Já tentou mudar um hábito e percebeu o quão desafiante isso pode ser? Seja adotar uma alimentação mais saudável, praticar exercício físico ou reduzir o tempo nas redes sociais, a sensação de lutar contra si próprio é real. Mas porque é que isso acontece? A resposta está no seu cérebro.

O cérebro e a formação dos hábitos

O nosso cérebro privilegia a eficiência. Para economizar energia, automatiza comportamentos através da formação de hábitos. Este processo ocorre principalmente nos gânglios da base, um conjunto de estruturas cerebrais responsáveis por consolidar padrões de comportamento. Quando repetimos uma ação regularmente, estas conexões tornam-se mais fortes, criando verdadeiros “atalhos neurais” que tornam os hábitos automáticos.

Neste processo, a dopamina – um neurotransmissor associado à motivação e ao prazer – desempenha um papel crucial. Quando realizamos uma ação que traz uma sensação agradável (como comer um doce ou verificar as notificações no telemóvel), o cérebro liberta dopamina, reforçando a vontade de repetir esse comportamento.

O problema é que o cérebro não distingue os hábitos benéficos dos prejudiciais. Apenas responde ao ciclo:

gatilho comportamento recompensa

Por isso, quebrar um hábito exige mais do que força de vontade. Requer uma compreensão do funcionamento do cérebro e a implementação de estratégias eficazes.

Estratégias baseadas na neurociência para mudar hábitos

Felizmente, a ciência oferece soluções para contrariar os padrões automáticos do cérebro. Aqui estão algumas abordagens sustentadas pela investigação neurocientífica:

Identifique os gatilhos e redesenhe o ciclo do hábito

Estudos sugerem que os hábitos são iniciados por gatilhos específicos, como o ambiente, a hora do dia ou um determinado estado emocional. Identificar esses gatilhos permite introduzir mudanças estratégicas. Por exemplo, se associa comer snacks pouco saudáveis a momentos de stress, pode substituir esse comportamento por outro que também promova bem-estar, como ouvir música ou praticar respiração profunda.

Aposte na substituição, não na supressão

O cérebro resiste à eliminação abrupta de um hábito, pois este já está fortemente enraizado nas suas redes neuronais. Em vez de simplesmente tentar parar, a investigação sugere que é mais eficaz substituir o comportamento por um novo hábito que ative os mesmos circuitos de recompensa. Por exemplo, se quer reduzir o consumo de café, pode trocar gradualmente por chá verde, que contém cafeína, mas em menor quantidade.
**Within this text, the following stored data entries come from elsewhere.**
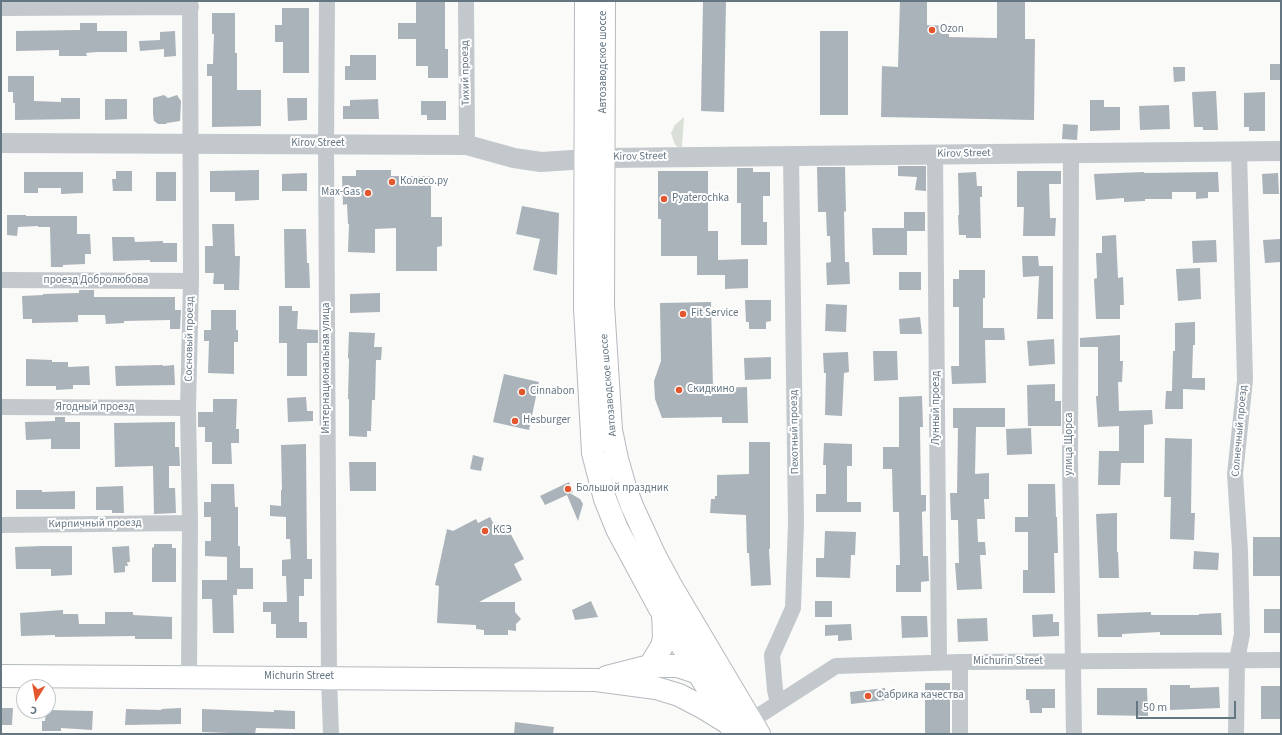 <!DOCTYPE html>
<html>
<head>
<meta charset="utf-8">
<style>
	body { margin:0 }
	#map { position:relative; width:1282px; height:735px; overflow:hidden; background:#fafaf8; font-family:"Source Sans 3",sans-serif }
	canvas { display:block }
	.frame { position:absolute; inset:0; border:2px solid #657683; pointer-events:none }
	.north { position:absolute; left:16px; top:679px; width:40px; height:40px; box-sizing:border-box; background:#fff; border:1px solid #c1c8cd; border-radius:50%; rotate:191deg; font-size:11px; font-weight:700; line-height:16px; text-align:center; color:#657683 }
	.north::after { content:''; display:block; margin:auto; width:14px; height:18px; background:#e4572e; clip-path:polygon(50% 0,100% 100%,50% 72%,0 100%) }
	.scale { position:absolute; left:1136px; top:701px; width:100px; height:18px; box-sizing:border-box; border:2px solid #657683; border-top:0; padding-left:5px; font-size:12px; line-height:14px; white-space:nowrap; color:#657683; -webkit-text-stroke:3px #fff; paint-order:stroke }
</style>
</head>
<body>
<div id="map">
<canvas width="1282" height="735"></canvas>
<div class="frame"></div>
<div class="north">С</div>
<div class="scale">50 m</div>
</div>
<script>
const ctx = document.querySelector('canvas').getContext('2d');
ctx.lineJoin = 'round';
function paint(path, color) {
  ctx.fillStyle = color;
  ctx.fill(path, 'evenodd');
}
function shape(rows) {
  const path = new Path2D();
  for (const r of rows) {
    path.moveTo(r[0], r[1]);
    for (let i = 2; i < r.length; i += 2) path.lineTo(r[i], r[i + 1]);
  }
  return path;
}
function stroke(path, color, width, dash) {
  ctx.strokeStyle = color;
  ctx.lineWidth = width;
  ctx.lineCap = dash ? 'butt' : 'round';
  ctx.setLineDash(dash || []);
  ctx.stroke(path);
}
function write(font, color, halo, rows, align = 'center') {
  ctx.font = font + ' "Source Sans 3",sans-serif';
  ctx.lineWidth = 4;
  ctx.setLineDash([]);
  ctx.textBaseline = 'middle';
  ctx.strokeStyle = halo;
  ctx.fillStyle = color;
  for (const [text, x, y, turn = 0] of rows) {
    ctx.save();
    ctx.translate(x, y);
    ctx.rotate((+turn || 0) * Math.PI / 180);
    ctx.textAlign = isNaN(turn) ? turn : align;
    if (halo) ctx.strokeText(text, 0, 0);
    ctx.fillText(text, 0, 0);
    ctx.restore();
  }
}
const green = shape([
	[684,117,682,147,681,148,676,146,674,142,671,133,675,125]
]);
const building = shape([
	[416,1,445,1,445,49,448,49,448,78,428,78,428,66,416,66,416,39,398,39,398,23,416,23],
	[703,1,726,1,724,112,701,111],
	[900,1,927,1,927,25,949,26,949,37,997,38,997,1,1025,1,1025,39,1035,39,1034,120,881,117,882,66,898,67],
	[282,8,309,8,309,73,283,73,283,42,275,42,275,25,282,25],
	[212,13,235,13,235,53,237,53,237,90,261,90,261,126,212,127,212,76,207,76,207,64,213,64,214,34,212,34],
	[80,23,97,23,97,31,127,31,127,52,97,52,86,53,87,56,59,56,59,50,16,51,16,31,80,30],
	[175,31,176,56,164,57,164,49,140,51,139,41,160,40,160,32],
	[820,31,848,31,848,115,820,115],
	[350,55,376,55,376,80,345,80,345,66,350,66],
	[1270,64,1280,64,1280,80,1270,80],
	[1173,67,1185,67,1185,81,1174,82],
	[8,76,34,76,34,101,61,102,61,98,80,98,80,119,15,120,15,103,13,103,13,92,8,92],
	[1216,91,1218,130,1203,130,1203,127,1194,127,1192,92],
	[1265,92,1265,131,1249,131,1249,127,1244,127,1244,93],
	[164,95,168,98,177,95,181,101,180,121,167,123,166,124,158,124,154,121,153,114,153,98],
	[287,98,307,98,307,120,288,121],
	[105,99,127,99,127,119,105,120],
	[378,99,379,119,343,119,343,106,350,106,350,100],
	[1090,100,1104,100,1104,107,1120,107,1120,130,1090,131],
	[421,101,446,101,446,120,427,120,427,115,421,115],
	[1169,105,1170,129,1140,130,1139,106],
	[1063,124,1078,125,1077,140,1062,139],
	[898,166,926,166,926,191,915,190,917,177,898,176],
	[817,167,845,167,846,211,844,212,845,262,849,262,850,284,827,285,826,263,831,262,830,236,827,236,826,212,818,212],
	[737,168,753,168,753,172,770,172,770,196,763,196,763,222,767,222,767,245,741,245,741,203,737,203],
	[259,170,259,200,235,201,235,192,210,192,210,171],
	[356,170,391,170,391,176,431,176,431,217,442,217,442,246,437,247,437,271,396,271,396,228,375,229,375,253,348,252,349,224,348,224,347,204,343,205,342,176,356,176],
	[116,171,132,171,132,191,113,191,112,179,116,179],
	[658,171,708,171,708,231,718,231,718,260,748,259,748,288,725,289,725,275,697,275,697,256,661,256,661,219,658,219],
	[1017,171,1061,171,1061,184,1049,184,1050,218,1056,218,1055,236,1023,236,1024,207,1017,207],
	[24,172,83,172,83,193,61,194,61,188,38,188,38,193,24,193],
	[156,172,176,172,176,201,156,201],
	[976,172,977,186,982,186,982,197,980,197,981,238,966,238,966,235,959,235,958,215,959,215,958,173],
	[1144,172,1144,173,1218,172,1219,192,1208,192,1208,198,1196,199,1196,192,1172,192,1172,199,1145,199,1145,201,1124,202,1124,198,1096,200,1094,174],
	[307,173,307,191,282,191,282,174],
	[1278,173,1279,194,1263,194,1262,174],
	[522,206,559,213,557,275,533,270,540,239,516,234],
	[904,212,925,212,925,231,907,231,907,255,873,255,872,228,904,228],
	[7,215,26,215,26,216,77,216,77,234,90,234,91,254,85,254,85,264,63,265,63,267,51,267,50,227,38,227,38,226,18,227,17,236,7,235],
	[212,224,234,224,235,256,240,256,239,290,224,290,224,284,213,284,214,273,205,273,205,246,213,246],
	[284,229,306,229,307,263,309,263,310,288,285,288],
	[1116,235,1118,278,1123,277,1124,305,1120,305,1120,319,1096,319,1094,279,1097,278,1096,253,1102,253,1102,236],
	[112,237,134,237,135,242,163,241,163,243,177,243,177,262,150,262,150,260,113,261],
	[1281,239,1281,262,1265,263,1263,240],
	[1216,240,1217,262,1193,263,1192,241],
	[1022,256,1038,256,1039,266,1053,266,1053,319,1037,319,1039,276,1023,277],
	[1200,268,1201,299,1178,301,1176,269],
	[959,270,985,270,985,298,983,298,983,328,1004,328,1005,340,985,340,986,383,952,384,951,366,959,366,959,307,953,307,953,279,959,279],
	[899,272,921,272,921,290,899,290],
	[79,290,94,290,94,297,175,297,175,310,181,310,180,329,170,329,170,320,124,321,124,323,106,324,105,315,78,315,78,322,32,323,32,319,23,319,22,296,43,295,43,294,79,293],
	[380,293,380,312,350,313,350,294],
	[745,300,771,300,771,321,766,322,766,329,749,329,749,322,746,322],
	[711,302,713,388,747,387,748,423,722,423,722,417,662,418,655,399,654,381,661,361,660,303],
	[826,304,847,305,846,332,825,331],
	[279,306,292,306,292,311,298,311,297,329,318,330,318,343,307,343,307,376,287,376,287,343,279,343],
	[211,310,236,310,236,330,238,330,238,342,234,342,234,374,208,373,209,341,204,341,204,330,211,330],
	[920,317,922,334,900,334,899,319],
	[1195,322,1195,345,1193,345,1192,378,1205,378,1205,390,1183,389,1183,409,1165,409,1166,391,1172,391,1173,351,1175,351,1175,323],
	[349,332,375,333,374,347,382,347,381,360,376,360,375,400,372,400,371,431,367,431,367,437,349,436,349,399,348,399,349,359,348,358],
	[1120,335,1120,361,1123,361,1122,382,1118,382,1119,411,1152,410,1153,424,1144,425,1144,463,1121,463,1120,485,1098,485,1099,451,1119,451,1119,426,1098,427,1096,396,1098,396,1098,347,1080,347,1080,338],
	[1054,339,1055,364,1029,366,1027,341],
	[873,351,897,351,898,380,874,381],
	[848,352,849,372,844,373,842,416,825,415,826,373,824,373,823,353],
	[771,357,771,379,745,380,744,358],
	[26,359,52,360,52,362,68,362,68,367,89,366,90,385,73,385,73,389,56,390,56,386,26,386],
	[163,365,163,366,174,365,175,385,116,386,115,366],
	[504,374,539,382,529,430,493,422],
	[1055,384,1055,401,1061,401,1061,426,1028,426,1027,385],
	[922,396,923,427,920,427,921,495,926,495,926,511,922,512,923,556,928,556,929,581,921,582,921,592,896,592,896,565,900,565,899,512,893,512,892,469,883,469,883,447,899,447,899,397],
	[306,397,307,411,313,411,313,421,288,422,287,398],
	[213,399,237,399,236,429,239,429,239,443,231,443,232,464,212,464,212,442,205,442,205,427,198,427,198,412,213,412],
	[953,408,1005,408,1005,427,976,427,975,474,989,473,989,499,984,499,985,519,977,519,978,542,985,542,986,555,980,555,982,589,957,590,955,563,959,563,958,520,951,520,950,493,957,493,958,428,953,428],
	[55,417,65,417,65,422,80,422,80,449,51,449,51,439,26,440,25,422,55,421],
	[175,422,175,447,179,447,180,466,169,466,169,488,175,488,176,513,154,514,153,466,115,467,114,423],
	[1031,428,1032,454,1007,455,1006,429],
	[1165,438,1192,439,1191,513,1195,513,1194,540,1170,539,1171,497,1164,497],
	[749,442,770,442,770,549,769,549,771,585,751,586,749,553,747,553,746,515,710,513,711,499,715,499,715,496,717,496,717,475,749,474],
	[824,443,852,444,852,466,847,466,847,502,861,502,861,512,816,512,816,494,826,494,826,465,823,465],
	[306,444,307,559,312,559,312,579,304,579,304,596,299,596,299,622,307,622,307,638,276,638,276,624,271,624,271,612,263,612,263,602,287,602,286,576,282,576,282,560,291,559,290,539,286,539,286,517,270,516,270,505,281,506,281,490,282,490,281,445],
	[473,455,484,458,481,471,470,469],
	[349,462,376,462,376,491,350,491],
	[569,482,573,492,570,493,580,499,583,504,578,521,567,495,545,505,540,496],
	[211,484,234,484,235,507,238,507,238,546,240,546,240,568,253,568,253,589,237,589,237,595,233,595,234,633,213,633,212,599,202,599,202,580,227,580,227,557,205,556,205,541,211,541,211,517,204,517,204,502,211,502],
	[1028,484,1055,484,1056,517,1057,517,1058,553,1054,553,1055,593,1023,593,1023,570,1028,570,1028,532,1015,532,1015,517,1028,517],
	[123,486,124,513,112,513,112,510,96,510,96,487],
	[16,490,42,490,42,492,75,491,75,509,16,509],
	[1117,513,1117,552,1118,552,1119,578,1099,578,1096,514],
	[490,517,497,530,506,525,524,559,514,564,522,580,479,602,515,602,515,612,521,619,516,624,516,631,508,630,508,635,484,635,484,630,476,629,476,625,437,623,439,586,435,585,447,529,453,531,476,519,478,523],
	[825,531,856,532,855,555,851,555,850,578,816,577,816,558,824,558],
	[1253,537,1281,537,1281,576,1253,576],
	[154,544,172,544,172,548,176,548,176,582,152,582,152,548,154,547],
	[42,546,72,546,72,575,51,576,51,569,16,569,15,547],
	[129,546,130,562,127,562,128,566,125,566,125,572,114,573,112,547],
	[1194,551,1219,553,1218,570,1193,569],
	[591,601,598,617,575,620,572,610],
	[815,601,832,601,832,617,815,617],
	[1264,609,1281,609,1281,633,1264,633],
	[63,610,63,614,78,614,79,624,105,624,105,612,133,612,133,615,172,617,172,639,135,639,135,636,55,637,55,635,21,636,20,613],
	[1151,612,1151,615,1199,615,1199,614,1221,613,1222,635,1160,635,1160,632,1122,634,1122,637,1098,637,1097,614],
	[1053,614,1053,622,1059,622,1059,636,1033,637,1032,615],
	[901,616,927,616,928,637,902,638],
	[987,618,988,641,958,642,957,619],
	[851,624,852,640,838,641,838,635,825,636,825,625],
	[925,683,950,683,950,734,925,734],
	[1170,685,1190,685,1190,688,1219,687,1220,708,1170,710],
	[1261,686,1281,686,1280,719,1261,719],
	[885,688,886,700,851,704,850,692],
	[1097,688,1147,688,1148,716,1097,715],
	[1026,689,1055,689,1055,708,1042,708,1042,713,1030,713,1029,700,1026,700],
	[1,708,13,708,12,725,1,725],
	[181,708,181,724,125,725,126,709,162,710,161,709],
	[202,709,274,712,274,710,295,711,295,729,256,728,255,734,202,732],
	[48,710,93,711,92,730,61,728,61,731,42,731,42,721,45,721,46,711,48,711],
	[515,722,554,727,553,734,514,734]
]);
const minor = shape([
	[327,1,326,144,329,678,331,734],
	[466,1,467,145],
	[1,8,191,7],
	[1071,153,1070,459,1074,734],
	[935,154,939,663],
	[1,280,191,281],
	[1,407,188,408],
	[1,525,190,523],
	[189,677,190,523,188,408,191,281,190,1],
	[778,703,775,690,772,655,793,608,796,523,791,156],
	[752,720,836,666,960,662,1281,660],
	[960,734,960,662],
	[1236,734,1237,660,1242,634,1240,551,1235,474,1245,380,1239,151]
]);
const tertiary = shape([
	[1,143,467,145,514,158,541,162,603,158,1281,151]
]);
const secondary = shape([
	[650,666,678,666,699,673,710,679],
	[1,676,596,680,656,688,679,695,702,707,728,723],
	[607,677,650,666,662,646,664,638,663,612]
]);
const primary = shape([
	[586,1,585,308,593,453,605,499,617,529,659,607,735,734],
	[604,1,603,305,611,430,617,459,625,487,632,506,655,556,670,584,759,734]
]);
const markers = [
	[932,30,4,"#e4572e"],
	[392,182,4,"#e4572e"],
	[368,193,4,"#e4572e"],
	[664,199,4,"#e4572e"],
	[683,314,4,"#e4572e"],
	[679,390,4,"#e4572e"],
	[522,392,4,"#e4572e"],
	[515,421,4,"#e4572e"],
	[568,489,4,"#e4572e"],
	[485,531,4,"#e4572e"],
	[868,696,4,"#e4572e"]
];
const poiNames = [
	["Ozon",940,30],
	["Колесо.ру",400,182],
	["Max-Gas",360,193,"right"],
	["Pyaterochka",672,199],
	["Fit Service",691,314],
	["Скидкино",687,390],
	["Cinnabon",530,392],
	["Hesburger",523,421],
	["Большой праздник",576,489],
	["КСЭ",493,531],
	["Фабрика качества",876,696]
];
const streetNames = [
	["Автозаводское шоссе",604,62,-90],
	["Тихий проезд",466,73,-91],
	["Kirov Street",318,144],
	["Kirov Street",964,154,-1],
	["Kirov Street",640,157,-1],
	["проезд Добролюбова",96,281],
	["Сосновый проезд",190,339,-89],
	["Интернациональная улица",327,368,-90],
	["Автозаводское шоссе",609,385,-95],
	["Ягодный проезд",95,408],
	["Лунный проезд",937,408,-90],
	["Солнечный проезд",1240,431,-85],
	["Пехотный проезд",795,432,-91],
	["улица Щорса",1070,444,-90],
	["Кирпичный проезд",95,524,-1],
	["Michurin Street",1008,662],
	["Michurin Street",299,677]
];
paint(green, '#dadfd7');
paint(building, '#aab3b9');
stroke(secondary, '#b3babf', 24);
stroke(primary, '#b5babe', 24);
stroke(minor, '#c3c8cc', 16);
stroke(tertiary, '#c3c8cc', 20);
stroke(secondary, '#fff', 22);
stroke(primary, '#fff', 22);
for (const [x, y, r, color] of markers) {
  const dot = new Path2D();
  dot.arc(x, y, r, 0, 2 * Math.PI);
  ctx.fillStyle = color;
  ctx.fill(dot);
  stroke(dot, '#fff', 1.5);
}
write('11px', '#657683', '#fff', poiNames, 'left');
write('11px', '#657683', '#fff', streetNames);
</script>
</body>
</html>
Use a plasticidade cerebral a seu favor

O cérebro é plástico, ou seja, tem a capacidade de reorganizar as suas conexões ao longo do tempo. No entanto, para fortalecer um novo hábito, é essencial a repetição consistente. O tempo necessário para transformar um hábito pode variar consoante a complexidade da ação.

Reforce o hábito com recompensas e emoções positivas

A motivação desempenha um papel essencial na criação de novos hábitos. Sempre que pratica o novo comportamento, associe-lhe uma recompensa imediata, como um elogio a si próprio ou um pequeno prazer que reforce a ação. A neurociência mostra que emoções positivas ajudam a fortalecer as conexões neurais associadas ao novo hábito, tornando-o mais sustentável a longo prazo.

Crie um ambiente que favoreça a mudança

O ambiente em que estamos inseridos tem um impacto direto nos nossos comportamentos. Estudos demonstram que pequenas alterações no contexto podem facilitar a adoção de novos hábitos. Se quer começar a treinar de manhã, por exemplo, deixar a roupa de treino à vista pode aumentar significativamente a probabilidade de cumprir esse objetivo.

Conclusão

Mudar um hábito não é apenas uma questão de força de vontade, mas sim de compreender como o cérebro funciona e aplicar estratégias eficazes para reconfigurar os circuitos neurais. Ao identificar gatilhos, utilizar a substituição inteligente, explorar a plasticidade cerebral e reforçar hábitos positivos, podemos facilitar a transformação comportamental de forma sustentável. 

O seu cérebro está sempre pronto para aprender. Que tal dar-lhe um novo desafio hoje?